Quantitative real-time reverse transcription-PCR analyses

The mRNA expression levels of selected candidate genes identified by microarray analysis (ICMT, MGC4399, RPL18 and PLA2G4C) were additionally determined by quantitative real-time reverse transcription-PCR. The transcript levels of the following housekeeping genes served as references: lamin B1 (LMNB1), phosphoglycerate kinase 1 (PGK1) and cyclophilin A (PPIA). The respective PCR primers are summarized in Table I. For each gene, forward and reverse primers were designed to bind to different exons. To further minimize the risk of amplification from genomic DNA, all tumor RNA samples were digested with DNase I prior to reverse transcription. Each cDNA sample was analyzed in triplicate using the ABI PRISM 7700 Sequence Detection System (Applied Biosystems, Weiterstadt, Germany). The protocol was carried out as reported,10 efficiency was calculated as described elsewhere20 and the expression level of each gene relative to the housekeeping genes was calculated according to a published algorithm.21

Table I. Primer Sequences Used for Quantitative Real-Time Reverse-Transcription PCR
Primer designationSequence
RPL18 forward5′-GACATCCGCCATAACAAG-3′
RPL18 reverse5′-ACCTGTATAACTTGACCAACAG-3′
ICMT forward5′-GCCATCCGAGCTTGTTTC-3′
ICMT reverse5′-AGCACATGTACCAGCCAAAG-3′
MGC4399 forward5′-GCAGAGCCGGGCGTTGGAG-3′
MGC4399 reverse5′-GCCGGCGAAGAGGTGAAGCAG-3′
PLA2G4C forward5′-CCCAGGCTCAGGAGGACTGAG-3′
PLA2G4C reverse5′-AGCCCAGCACAGCAACAACTG-3′
LMNB1 forward5′-CTGGAAATGTTTGCATCGAAGA-3′
LMNB1 reverse5′-GCCTCCCATTGGTTGATCC-3′
PGK1 forward5′-AAGTGAAGCTCGGAAAGCTTCTAT-3′
PGK1 reverse5′-TGGGAAAAGATGCTTCTGGG-3′
PPIA forward5′-GCTCGTGCCGTTTTGCA-3′
PPIA reverse5′-GCAAACAGCTCAAAGGAGACG-3′

Results

Allelic status on 1p and 19q

Microsatellite analysis revealed combined allelic losses on 1p and 19q (LOH 1p/19q) in 15 of the 35 investigated gliomas (40%), including 6 of 7 oligodendrogliomas, 8 of 14 anaplastic oligodendrogliomas and 1 of 6 anaplastic oligoastrocytomas.
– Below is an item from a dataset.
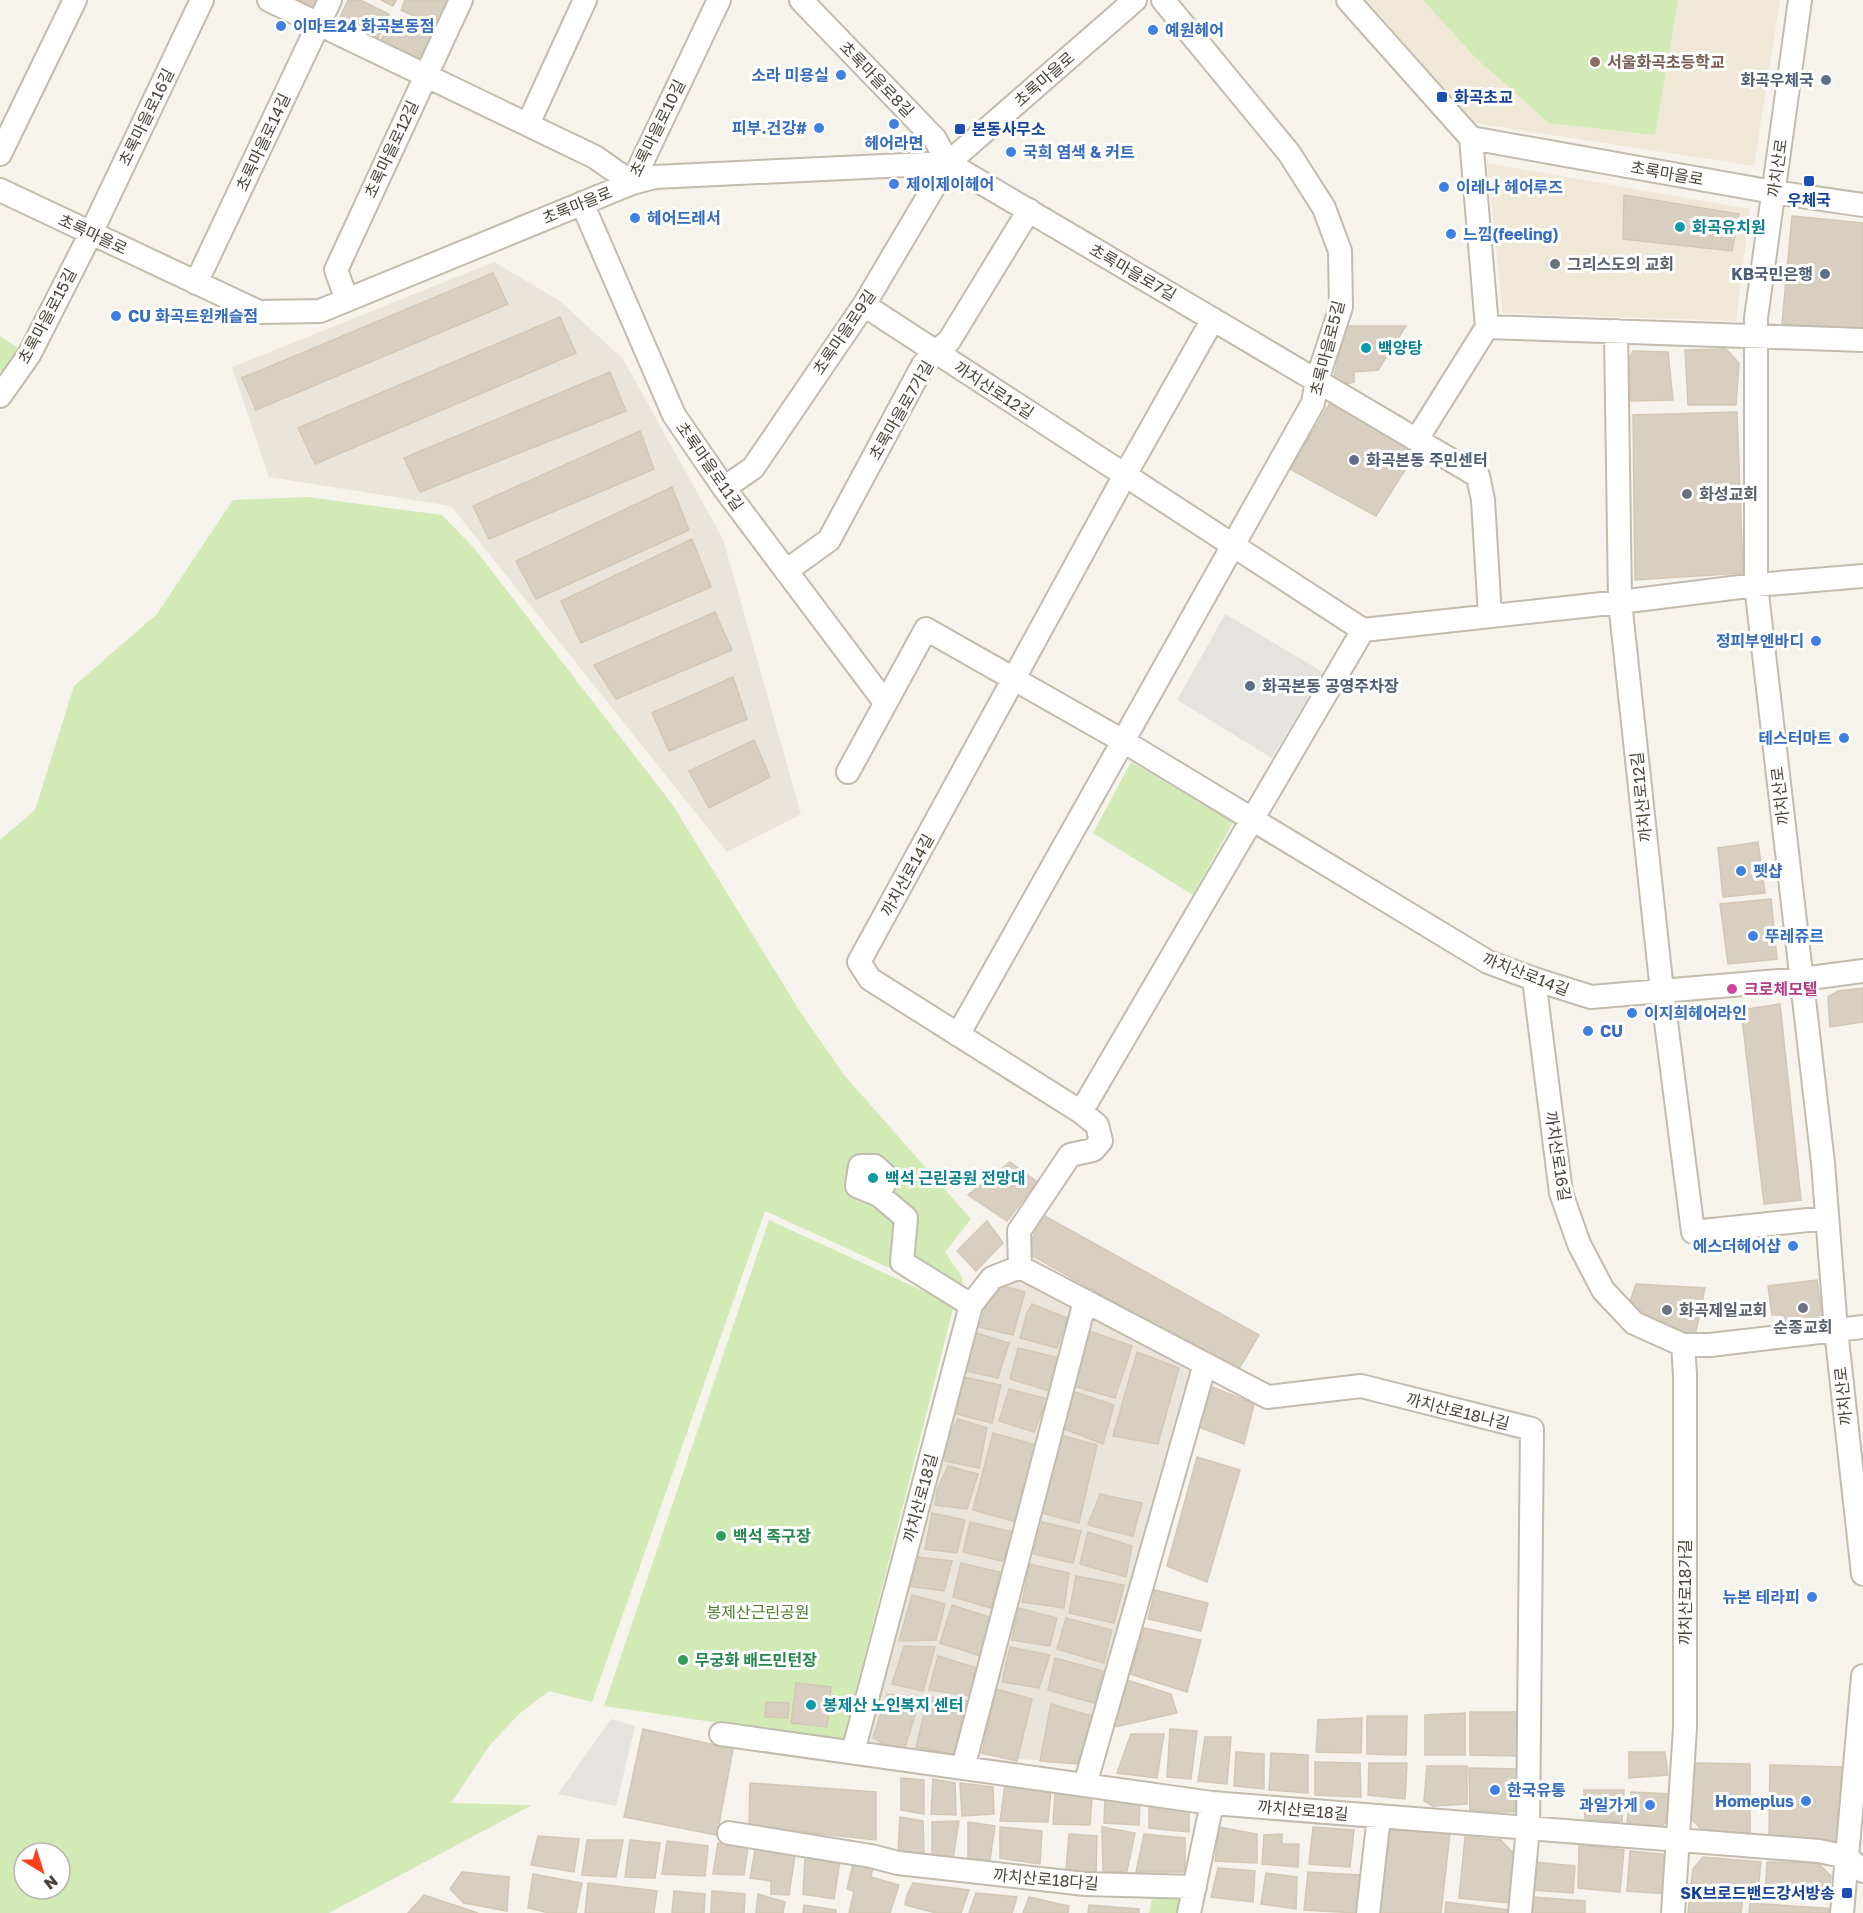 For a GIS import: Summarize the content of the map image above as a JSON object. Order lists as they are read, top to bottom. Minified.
{"streets":{"street":["초록마을로8길","초록마을로","초록마을로16길","초록마을로10길","초록마을로14길","초록마을로12길","까치산로","초록마을로7길","초록마을로15길","초록마을로9길","초록마을로5길","까치산로12길","초록마을로7가길","초록마을로11길","까치산로14길","까치산로16길","까치산로18나길","까치산로18길","까치산로18가길","까치산로18다길"]},"crossings":[["초록마을로8길","초록마을로"],["초록마을로8길","초록마을로7길"],["초록마을로8길","초록마을로9길"],["초록마을로","초록마을로16길"],["초록마을로","초록마을로10길"],["초록마을로","초록마을로14길"],["초록마을로","초록마을로12길"],["초록마을로","까치산로"],["초록마을로","초록마을로7길"],["초록마을로","초록마을로15길"],["초록마을로","초록마을로9길"],["초록마을로","초록마을로11길"],["초록마을로16길","초록마을로15길"],["초록마을로10길","초록마을로14길"],["초록마을로10길","초록마을로12길"],["까치산로","까치산로14길"],["까치산로","까치산로16길"],["초록마을로7길","초록마을로9길"],["초록마을로7길","초록마을로5길"],["초록마을로7길","초록마을로7가길"],["초록마을로9길","까치산로12길"],["초록마을로9길","초록마을로11길"],["초록마을로5길","까치산로12길"],["초록마을로5길","까치산로14길"],["까치산로12길","초록마을로7가길"],["까치산로12길","까치산로14길"],["초록마을로7가길","초록마을로11길"],["초록마을로11길","까치산로14길"],["까치산로14길","까치산로16길"],["까치산로14길","까치산로18나길"],["까치산로14길","까치산로18길"],["까치산로16길","까치산로18가길"],["까치산로18나길","까치산로18길"],["까치산로18길","까치산로18가길"]],"parks":["봉제산근린공원"],"places":{"other":["이마트24 화곡본동점","예원헤어","서울화곡초등학교","소라 미용실","화곡우체국","헤어라면","피부.건강#","국희 염색 & 커트","제이제이헤어","이레나 헤어루즈","헤어드레서","화곡유치원","느낌(feeling)","그리스도의 교회","KB국민은행","CU 화곡트윈캐슬점","백양탕","화곡본동 주민센터","화성교회","정피부엔바디","화곡본동 공영주차장","테스터마트","펫샵","뚜레쥬르","크로체모텔","이지희헤어라인","CU","백석 근린공원 전망대","에스더헤어샵","순종교회","화곡제일교회","백석 족구장","뉴본 테라피","무궁화 배드민턴장","봉제산 노인복지 센터","한국유통","Homeplus","과일가게"],"transit":["화곡초교","본동사무소","우체국","SK브로드밴드강서방송"]},"north":"bottom right"}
Retention of heterozygosity at all informative markers on 1p and 19q was found in 18 tumors (51%), including 8 of 8 diffuse astrocytomas, 1 of 7 oligodendrogliomas, 4 of 14 anaplastic oligodendrogliomas and 5 of 6 anaplastic oligoastrocytomas. Two anaplastic oligodendrogliomas demonstrated LOH restricted to either 1p or 19q. Microarray data of these 2 cases and 1 case of WHO grade II oligodendroglioma were only included in the comparison of the expression profiles between WHO grade II and WHO grade III oligodendrogliomas irrespective of the 1p/19q status.

cDNA microarray-based expression profiling

The raw data of the microarray experiments are available online at http://www.dkfz.de/genetics/supplement/Tews/IntJCancer. After quality control, results obtained for 2,956 genes were used for further analyses. To identify crucial biological subjects in gliomas with and without LOH 1p/19q, the set of genes that was differentially expressed between these 2 groups was analyzed for significant enrichment with respect to different GO categories by using the EASE package. This algorithm ranks functional clusters by the statistical frequency of individual genes in a given category relative to all genes of this category present on the microarray. Figure 1a summarizes groups of mRNAs enriched among the transcripts found to be upregulated relative to the reference cDNA pool in tumors with or without LOH 1p/19q, while Figure 1c shows groups of mRNAs enriched among the transcripts that were downregulated relative to the reference cDNA pool in tumors with or without LOH 1p/19q, respectively. Figures 1b and 1d depict groups of transcripts that were significantly up- or downregulated relative to the reference cDNA pool in the investigated gliomas irrespective of the 1p/19q allelic status. Table II (http://www.dkfz.de/genetics/supplement/Tews/Intjcancer) lists all transcripts significantly enriched (EASE-score < 0.05) in the different gene categories listed in Figure 1.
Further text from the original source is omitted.